At the same time he went to work systematically to contrive openings for placing his foreign friends in positions of influence. Being a man without much energy Edward planned no sudden coup d’état, nor did he achieve any dramatic success in asserting himself; but he did enough, by persistently adhering to the same tactics, to make his reign a period of continual struggle between rival aspirants for ascendancy in his counsels, and he managed so to manipulate events that a French-speaking element in a few years gained a firm foothold in the ranks of the nobility and in the Church, and gradually acquired considerable territorial influence in many parts of central and southern England. It is, of course, easy to arraign this policy as unpatriotic; and, as it ultimately led to the conquest of England by the Normans, Edward has sometimes been denounced as the most worthless of the old English kings. The introduction from abroad of more civilized manners and ideas was in itself, however, no bad thing, and Edward ought rather to be praised for it. It must be remembered, too, that at the outset of his reign England had clearly fallen behind the Continent in many ways, and required to be re­awakened. It seems, then, rather beside the mark to charge Edward with want of patriotism because he attempted to supply new educative influences in the only way open to him, and altogether inaccurate to picture him, as has sometimes been done, as a saintly nonentity entirely at the beck and call of foreign ecclesiastics, and without any policy of his own. The truer picture seems to be that he was neither unpatriotic nor over-saintly, in spite of the grotesque stories handed down about him by monkish biographers of the next generation; he was rather a well-intentioned man of mediocre talent, thrust late in life and unexpectedly into an extremely difficult position, and unfortunately not strong enough to play the king's part with credit to himself or advantage to his subjects.

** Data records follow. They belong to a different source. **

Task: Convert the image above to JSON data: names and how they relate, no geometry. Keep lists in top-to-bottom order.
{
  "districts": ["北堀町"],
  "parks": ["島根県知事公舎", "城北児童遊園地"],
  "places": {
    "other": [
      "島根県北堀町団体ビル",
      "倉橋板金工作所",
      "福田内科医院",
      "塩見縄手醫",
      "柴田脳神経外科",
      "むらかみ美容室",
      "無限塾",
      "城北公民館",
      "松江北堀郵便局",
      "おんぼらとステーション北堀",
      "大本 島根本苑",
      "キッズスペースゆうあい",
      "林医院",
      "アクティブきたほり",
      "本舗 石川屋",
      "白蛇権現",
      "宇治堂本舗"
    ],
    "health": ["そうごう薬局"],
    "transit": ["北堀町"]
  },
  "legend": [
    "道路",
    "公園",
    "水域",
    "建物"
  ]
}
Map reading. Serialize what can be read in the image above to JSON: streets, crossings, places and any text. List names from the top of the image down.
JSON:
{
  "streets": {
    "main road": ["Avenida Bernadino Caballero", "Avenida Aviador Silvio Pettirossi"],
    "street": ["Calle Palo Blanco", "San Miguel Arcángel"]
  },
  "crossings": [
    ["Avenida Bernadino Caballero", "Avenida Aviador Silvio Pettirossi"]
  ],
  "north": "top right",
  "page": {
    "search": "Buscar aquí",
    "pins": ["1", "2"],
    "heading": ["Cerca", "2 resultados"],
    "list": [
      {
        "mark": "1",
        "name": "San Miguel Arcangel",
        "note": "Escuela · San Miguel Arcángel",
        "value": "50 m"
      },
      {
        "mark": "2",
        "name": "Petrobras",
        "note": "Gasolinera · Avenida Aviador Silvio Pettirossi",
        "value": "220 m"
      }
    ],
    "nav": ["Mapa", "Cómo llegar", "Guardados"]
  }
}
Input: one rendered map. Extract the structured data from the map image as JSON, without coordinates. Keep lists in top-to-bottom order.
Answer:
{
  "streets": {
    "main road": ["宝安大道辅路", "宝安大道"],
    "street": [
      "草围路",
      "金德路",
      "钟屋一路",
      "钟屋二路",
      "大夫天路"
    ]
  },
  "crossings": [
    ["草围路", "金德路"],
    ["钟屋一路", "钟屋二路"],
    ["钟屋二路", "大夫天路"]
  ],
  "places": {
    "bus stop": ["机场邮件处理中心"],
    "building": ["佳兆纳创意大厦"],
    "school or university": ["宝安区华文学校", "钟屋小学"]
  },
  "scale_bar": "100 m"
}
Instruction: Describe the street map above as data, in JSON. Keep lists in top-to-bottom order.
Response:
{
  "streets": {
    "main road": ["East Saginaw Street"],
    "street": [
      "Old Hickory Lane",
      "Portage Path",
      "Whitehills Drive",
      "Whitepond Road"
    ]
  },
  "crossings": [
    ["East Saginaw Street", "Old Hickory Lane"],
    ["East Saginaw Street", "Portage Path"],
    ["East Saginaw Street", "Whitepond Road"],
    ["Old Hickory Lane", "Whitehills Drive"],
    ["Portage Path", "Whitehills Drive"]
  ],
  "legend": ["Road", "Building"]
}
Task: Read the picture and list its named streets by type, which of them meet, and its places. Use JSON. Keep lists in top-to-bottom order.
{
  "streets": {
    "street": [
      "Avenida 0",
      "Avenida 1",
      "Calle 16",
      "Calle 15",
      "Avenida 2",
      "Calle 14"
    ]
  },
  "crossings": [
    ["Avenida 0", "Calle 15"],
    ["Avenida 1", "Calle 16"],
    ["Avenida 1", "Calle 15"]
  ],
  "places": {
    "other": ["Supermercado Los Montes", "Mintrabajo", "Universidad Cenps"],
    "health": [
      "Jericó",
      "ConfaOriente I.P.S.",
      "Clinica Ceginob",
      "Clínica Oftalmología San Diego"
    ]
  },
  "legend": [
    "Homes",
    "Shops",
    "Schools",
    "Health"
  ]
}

It is not surprising, then, to find that nothing was done in his long reign of twenty-three-and-a-half years (1042-1066) to weld England together into a more compact state or to retard the growth of feudalizing tendencies, and that when he died, leaving no direct heir, the quarrelsome magnates, who had tried unceasingly to overshadow him during his lifetime, held hopelessly divergent views about replacing him.

The outstanding feature of Edward’s reign during his earlier years is undoubtedly the constant growth of Godwin’s territorial power, and the persistency with which the earl sought to aggrandize himself and his family, not only in his own province of Wessex, but also in Mercia and East Anglia. Godwin’s first great success was obtained in 1045, when he induced Edward, in spite of his known preference for celibacy, to marry his daughter Edith and endow her with important estates in many parts of England. As the king's father-in-law, Godwin thus acquired precedence over the other earls. His ambition, however, was by no means satisfied with this advancement, and we next find him working for the advancement of his sons. Again Edward proved compliant, and Godwin secured in quick succession an earldom in the Severn valley for his eldest son Svein, who had hitherto been content with a subordinate earldom under his father in Somerset and Dorset, another in East Anglia for his second son Harold, and a third in the Midlands for his nephew Beorn. By what means sufficient lands were at the king's disposal to make these promotions possible we do not know. Presumably Edward must have got into his hands most of the estates which Knut had formerly bestowed on his Danish jarls, EglafHákon and Thorkil the Tall. Some evidence also exists that considerable property was surrendered at this time under pressure by Emma, the queen mother, and also some by the king himself; for later, Harold is found in possession of at least twenty manors in Essex and Hertfordshire which have all the characteristics of crown land, while the king is returned as owning hardly any property in those counties.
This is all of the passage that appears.